** GIVEN RECORDS follows **

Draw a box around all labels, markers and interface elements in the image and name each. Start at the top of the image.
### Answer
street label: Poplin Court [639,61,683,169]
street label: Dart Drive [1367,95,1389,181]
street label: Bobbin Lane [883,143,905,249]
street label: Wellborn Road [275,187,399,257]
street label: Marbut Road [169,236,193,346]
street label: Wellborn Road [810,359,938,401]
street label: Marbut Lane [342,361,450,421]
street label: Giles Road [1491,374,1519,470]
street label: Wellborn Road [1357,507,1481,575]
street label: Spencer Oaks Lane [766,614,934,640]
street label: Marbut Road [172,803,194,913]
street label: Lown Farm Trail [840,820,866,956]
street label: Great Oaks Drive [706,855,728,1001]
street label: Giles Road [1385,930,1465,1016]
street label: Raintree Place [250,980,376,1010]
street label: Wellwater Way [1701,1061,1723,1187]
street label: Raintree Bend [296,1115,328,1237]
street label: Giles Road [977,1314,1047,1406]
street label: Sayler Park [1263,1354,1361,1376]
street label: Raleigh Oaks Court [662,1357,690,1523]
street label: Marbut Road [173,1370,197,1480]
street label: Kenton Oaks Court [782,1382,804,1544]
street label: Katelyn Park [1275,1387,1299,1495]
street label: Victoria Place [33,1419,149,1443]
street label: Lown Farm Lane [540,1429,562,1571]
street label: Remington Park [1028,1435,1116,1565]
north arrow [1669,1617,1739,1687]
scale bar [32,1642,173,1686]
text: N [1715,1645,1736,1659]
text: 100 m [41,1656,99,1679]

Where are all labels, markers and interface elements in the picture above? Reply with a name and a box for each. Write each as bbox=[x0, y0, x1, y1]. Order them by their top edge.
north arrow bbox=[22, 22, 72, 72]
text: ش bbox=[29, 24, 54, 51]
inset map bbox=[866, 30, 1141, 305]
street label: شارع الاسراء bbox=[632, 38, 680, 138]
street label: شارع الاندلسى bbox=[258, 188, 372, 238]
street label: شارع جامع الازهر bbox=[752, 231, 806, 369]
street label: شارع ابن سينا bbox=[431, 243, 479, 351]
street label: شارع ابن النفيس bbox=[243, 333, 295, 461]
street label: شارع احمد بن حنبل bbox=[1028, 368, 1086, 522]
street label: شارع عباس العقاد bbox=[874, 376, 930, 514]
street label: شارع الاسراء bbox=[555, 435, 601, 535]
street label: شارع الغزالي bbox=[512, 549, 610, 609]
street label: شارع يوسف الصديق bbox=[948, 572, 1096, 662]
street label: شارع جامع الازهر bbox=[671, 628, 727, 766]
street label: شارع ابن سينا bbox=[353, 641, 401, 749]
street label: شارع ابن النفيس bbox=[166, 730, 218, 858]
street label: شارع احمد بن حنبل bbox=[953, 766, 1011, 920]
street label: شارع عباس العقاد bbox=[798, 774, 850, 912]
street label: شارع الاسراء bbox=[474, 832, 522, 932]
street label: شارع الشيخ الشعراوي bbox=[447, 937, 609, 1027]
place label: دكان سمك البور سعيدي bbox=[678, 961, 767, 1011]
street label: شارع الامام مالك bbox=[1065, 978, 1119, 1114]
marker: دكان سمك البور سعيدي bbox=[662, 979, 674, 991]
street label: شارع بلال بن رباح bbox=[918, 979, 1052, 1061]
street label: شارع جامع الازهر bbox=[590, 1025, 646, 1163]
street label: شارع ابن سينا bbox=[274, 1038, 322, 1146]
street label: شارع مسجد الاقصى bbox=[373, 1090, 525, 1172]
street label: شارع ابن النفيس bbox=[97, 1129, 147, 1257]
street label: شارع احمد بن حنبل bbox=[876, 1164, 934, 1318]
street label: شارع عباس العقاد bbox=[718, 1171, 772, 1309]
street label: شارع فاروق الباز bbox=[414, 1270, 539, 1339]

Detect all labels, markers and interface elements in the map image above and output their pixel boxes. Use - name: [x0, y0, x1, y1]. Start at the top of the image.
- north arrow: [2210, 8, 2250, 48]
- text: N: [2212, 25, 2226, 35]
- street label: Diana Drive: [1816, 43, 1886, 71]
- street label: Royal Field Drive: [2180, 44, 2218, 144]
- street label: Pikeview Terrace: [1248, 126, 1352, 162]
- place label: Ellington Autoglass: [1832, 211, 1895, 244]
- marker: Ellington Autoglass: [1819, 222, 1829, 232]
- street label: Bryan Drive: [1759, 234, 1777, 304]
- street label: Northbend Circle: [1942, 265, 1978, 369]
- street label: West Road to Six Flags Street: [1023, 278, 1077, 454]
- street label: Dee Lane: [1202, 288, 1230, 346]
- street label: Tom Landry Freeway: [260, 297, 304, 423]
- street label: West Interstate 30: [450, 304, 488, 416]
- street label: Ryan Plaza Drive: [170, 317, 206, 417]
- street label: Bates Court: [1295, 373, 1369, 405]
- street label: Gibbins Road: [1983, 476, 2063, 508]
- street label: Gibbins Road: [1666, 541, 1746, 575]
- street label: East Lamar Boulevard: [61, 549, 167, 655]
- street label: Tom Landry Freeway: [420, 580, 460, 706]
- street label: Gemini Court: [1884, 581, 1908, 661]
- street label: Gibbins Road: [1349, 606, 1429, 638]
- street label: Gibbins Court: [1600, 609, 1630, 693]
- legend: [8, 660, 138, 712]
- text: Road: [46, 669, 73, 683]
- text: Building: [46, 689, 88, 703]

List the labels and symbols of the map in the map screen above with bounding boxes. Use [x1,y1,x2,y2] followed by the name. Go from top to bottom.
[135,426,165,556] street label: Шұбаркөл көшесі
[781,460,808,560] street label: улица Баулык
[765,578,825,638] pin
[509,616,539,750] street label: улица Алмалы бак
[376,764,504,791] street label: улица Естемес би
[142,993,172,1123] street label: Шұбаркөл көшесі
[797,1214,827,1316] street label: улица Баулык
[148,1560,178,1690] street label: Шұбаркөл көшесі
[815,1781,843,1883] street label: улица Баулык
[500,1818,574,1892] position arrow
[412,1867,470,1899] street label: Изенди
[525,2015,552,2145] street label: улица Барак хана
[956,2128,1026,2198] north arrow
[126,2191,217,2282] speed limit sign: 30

** End of GIVEN RECORDS **

From the records above, extract every entry exactly as given.

## RESPONSE TO THE EXERCISE
Draw a box around all labels, markers and interface elements in the image and name each. Start at the top of the image.
### Answer
street label: Poplin Court [639,61,683,169]
street label: Dart Drive [1367,95,1389,181]
street label: Bobbin Lane [883,143,905,249]
street label: Wellborn Road [275,187,399,257]
street label: Marbut Road [169,236,193,346]
street label: Wellborn Road [810,359,938,401]
street label: Marbut Lane [342,361,450,421]
street label: Giles Road [1491,374,1519,470]
street label: Wellborn Road [1357,507,1481,575]
street label: Spencer Oaks Lane [766,614,934,640]
street label: Marbut Road [172,803,194,913]
street label: Lown Farm Trail [840,820,866,956]
street label: Great Oaks Drive [706,855,728,1001]
street label: Giles Road [1385,930,1465,1016]
street label: Raintree Place [250,980,376,1010]
street label: Wellwater Way [1701,1061,1723,1187]
street label: Raintree Bend [296,1115,328,1237]
street label: Giles Road [977,1314,1047,1406]
street label: Sayler Park [1263,1354,1361,1376]
street label: Raleigh Oaks Court [662,1357,690,1523]
street label: Marbut Road [173,1370,197,1480]
street label: Kenton Oaks Court [782,1382,804,1544]
street label: Katelyn Park [1275,1387,1299,1495]
street label: Victoria Place [33,1419,149,1443]
street label: Lown Farm Lane [540,1429,562,1571]
street label: Remington Park [1028,1435,1116,1565]
north arrow [1669,1617,1739,1687]
scale bar [32,1642,173,1686]
text: N [1715,1645,1736,1659]
text: 100 m [41,1656,99,1679]

Where are all labels, markers and interface elements in the picture above? Reply with a name and a box for each. Write each as bbox=[x0, y0, x1, y1]. Order them by their top edge.
north arrow bbox=[22, 22, 72, 72]
text: ش bbox=[29, 24, 54, 51]
inset map bbox=[866, 30, 1141, 305]
street label: شارع الاسراء bbox=[632, 38, 680, 138]
street label: شارع الاندلسى bbox=[258, 188, 372, 238]
street label: شارع جامع الازهر bbox=[752, 231, 806, 369]
street label: شارع ابن سينا bbox=[431, 243, 479, 351]
street label: شارع ابن النفيس bbox=[243, 333, 295, 461]
street label: شارع احمد بن حنبل bbox=[1028, 368, 1086, 522]
street label: شارع عباس العقاد bbox=[874, 376, 930, 514]
street label: شارع الاسراء bbox=[555, 435, 601, 535]
street label: شارع الغزالي bbox=[512, 549, 610, 609]
street label: شارع يوسف الصديق bbox=[948, 572, 1096, 662]
street label: شارع جامع الازهر bbox=[671, 628, 727, 766]
street label: شارع ابن سينا bbox=[353, 641, 401, 749]
street label: شارع ابن النفيس bbox=[166, 730, 218, 858]
street label: شارع احمد بن حنبل bbox=[953, 766, 1011, 920]
street label: شارع عباس العقاد bbox=[798, 774, 850, 912]
street label: شارع الاسراء bbox=[474, 832, 522, 932]
street label: شارع الشيخ الشعراوي bbox=[447, 937, 609, 1027]
place label: دكان سمك البور سعيدي bbox=[678, 961, 767, 1011]
street label: شارع الامام مالك bbox=[1065, 978, 1119, 1114]
marker: دكان سمك البور سعيدي bbox=[662, 979, 674, 991]
street label: شارع بلال بن رباح bbox=[918, 979, 1052, 1061]
street label: شارع جامع الازهر bbox=[590, 1025, 646, 1163]
street label: شارع ابن سينا bbox=[274, 1038, 322, 1146]
street label: شارع مسجد الاقصى bbox=[373, 1090, 525, 1172]
street label: شارع ابن النفيس bbox=[97, 1129, 147, 1257]
street label: شارع احمد بن حنبل bbox=[876, 1164, 934, 1318]
street label: شارع عباس العقاد bbox=[718, 1171, 772, 1309]
street label: شارع فاروق الباز bbox=[414, 1270, 539, 1339]

Detect all labels, markers and interface elements in the map image above and output their pixel boxes. Use - name: [x0, y0, x1, y1]. Start at the top of the image.
- north arrow: [2210, 8, 2250, 48]
- text: N: [2212, 25, 2226, 35]
- street label: Diana Drive: [1816, 43, 1886, 71]
- street label: Royal Field Drive: [2180, 44, 2218, 144]
- street label: Pikeview Terrace: [1248, 126, 1352, 162]
- place label: Ellington Autoglass: [1832, 211, 1895, 244]
- marker: Ellington Autoglass: [1819, 222, 1829, 232]
- street label: Bryan Drive: [1759, 234, 1777, 304]
- street label: Northbend Circle: [1942, 265, 1978, 369]
- street label: West Road to Six Flags Street: [1023, 278, 1077, 454]
- street label: Dee Lane: [1202, 288, 1230, 346]
- street label: Tom Landry Freeway: [260, 297, 304, 423]
- street label: West Interstate 30: [450, 304, 488, 416]
- street label: Ryan Plaza Drive: [170, 317, 206, 417]
- street label: Bates Court: [1295, 373, 1369, 405]
- street label: Gibbins Road: [1983, 476, 2063, 508]
- street label: Gibbins Road: [1666, 541, 1746, 575]
- street label: East Lamar Boulevard: [61, 549, 167, 655]
- street label: Tom Landry Freeway: [420, 580, 460, 706]
- street label: Gemini Court: [1884, 581, 1908, 661]
- street label: Gibbins Road: [1349, 606, 1429, 638]
- street label: Gibbins Court: [1600, 609, 1630, 693]
- legend: [8, 660, 138, 712]
- text: Road: [46, 669, 73, 683]
- text: Building: [46, 689, 88, 703]

List the labels and symbols of the map in the map screen above with bounding boxes. Use [x1,y1,x2,y2] followed by the name. Go from top to bottom.
[135,426,165,556] street label: Шұбаркөл көшесі
[781,460,808,560] street label: улица Баулык
[765,578,825,638] pin
[509,616,539,750] street label: улица Алмалы бак
[376,764,504,791] street label: улица Естемес би
[142,993,172,1123] street label: Шұбаркөл көшесі
[797,1214,827,1316] street label: улица Баулык
[148,1560,178,1690] street label: Шұбаркөл көшесі
[815,1781,843,1883] street label: улица Баулык
[500,1818,574,1892] position arrow
[412,1867,470,1899] street label: Изенди
[525,2015,552,2145] street label: улица Барак хана
[956,2128,1026,2198] north arrow
[126,2191,217,2282] speed limit sign: 30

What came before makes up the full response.